* [EXERCISE INSTRUCTIONS]: Before you finish, make sure each line of the records has been retyped exactly.

* [SUPPLIED DATA]:
'''

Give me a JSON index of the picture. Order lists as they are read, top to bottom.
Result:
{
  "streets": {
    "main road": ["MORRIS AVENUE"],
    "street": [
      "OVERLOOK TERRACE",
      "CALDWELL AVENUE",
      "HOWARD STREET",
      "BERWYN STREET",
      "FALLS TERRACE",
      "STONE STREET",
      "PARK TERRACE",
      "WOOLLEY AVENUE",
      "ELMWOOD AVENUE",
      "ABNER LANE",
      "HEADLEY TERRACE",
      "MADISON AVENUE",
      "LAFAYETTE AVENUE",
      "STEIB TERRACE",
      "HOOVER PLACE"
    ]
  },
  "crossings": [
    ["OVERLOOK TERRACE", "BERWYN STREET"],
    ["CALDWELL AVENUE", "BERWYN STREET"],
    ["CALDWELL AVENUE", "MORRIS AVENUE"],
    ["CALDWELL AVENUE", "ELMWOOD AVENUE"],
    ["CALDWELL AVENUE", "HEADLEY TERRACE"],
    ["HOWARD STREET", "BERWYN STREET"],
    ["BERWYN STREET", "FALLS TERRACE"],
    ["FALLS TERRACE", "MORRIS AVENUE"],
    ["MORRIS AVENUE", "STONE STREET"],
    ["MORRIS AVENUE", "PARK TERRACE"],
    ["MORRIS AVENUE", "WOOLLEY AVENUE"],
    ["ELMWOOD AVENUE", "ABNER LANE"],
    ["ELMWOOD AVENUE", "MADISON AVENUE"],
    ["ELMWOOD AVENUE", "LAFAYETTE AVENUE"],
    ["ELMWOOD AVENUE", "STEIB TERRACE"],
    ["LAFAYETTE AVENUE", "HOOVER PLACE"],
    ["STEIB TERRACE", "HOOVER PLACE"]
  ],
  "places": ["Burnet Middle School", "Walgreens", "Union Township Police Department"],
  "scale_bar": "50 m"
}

'''

* [EXERCISE SOLUTION]:
Give me a JSON index of the picture. Order lists as they are read, top to bottom.
Result:
{
  "streets": {
    "main road": ["MORRIS AVENUE"],
    "street": [
      "OVERLOOK TERRACE",
      "CALDWELL AVENUE",
      "HOWARD STREET",
      "BERWYN STREET",
      "FALLS TERRACE",
      "STONE STREET",
      "PARK TERRACE",
      "WOOLLEY AVENUE",
      "ELMWOOD AVENUE",
      "ABNER LANE",
      "HEADLEY TERRACE",
      "MADISON AVENUE",
      "LAFAYETTE AVENUE",
      "STEIB TERRACE",
      "HOOVER PLACE"
    ]
  },
  "crossings": [
    ["OVERLOOK TERRACE", "BERWYN STREET"],
    ["CALDWELL AVENUE", "BERWYN STREET"],
    ["CALDWELL AVENUE", "MORRIS AVENUE"],
    ["CALDWELL AVENUE", "ELMWOOD AVENUE"],
    ["CALDWELL AVENUE", "HEADLEY TERRACE"],
    ["HOWARD STREET", "BERWYN STREET"],
    ["BERWYN STREET", "FALLS TERRACE"],
    ["FALLS TERRACE", "MORRIS AVENUE"],
    ["MORRIS AVENUE", "STONE STREET"],
    ["MORRIS AVENUE", "PARK TERRACE"],
    ["MORRIS AVENUE", "WOOLLEY AVENUE"],
    ["ELMWOOD AVENUE", "ABNER LANE"],
    ["ELMWOOD AVENUE", "MADISON AVENUE"],
    ["ELMWOOD AVENUE", "LAFAYETTE AVENUE"],
    ["ELMWOOD AVENUE", "STEIB TERRACE"],
    ["LAFAYETTE AVENUE", "HOOVER PLACE"],
    ["STEIB TERRACE", "HOOVER PLACE"]
  ],
  "places": ["Burnet Middle School", "Walgreens", "Union Township Police Department"],
  "scale_bar": "50 m"
}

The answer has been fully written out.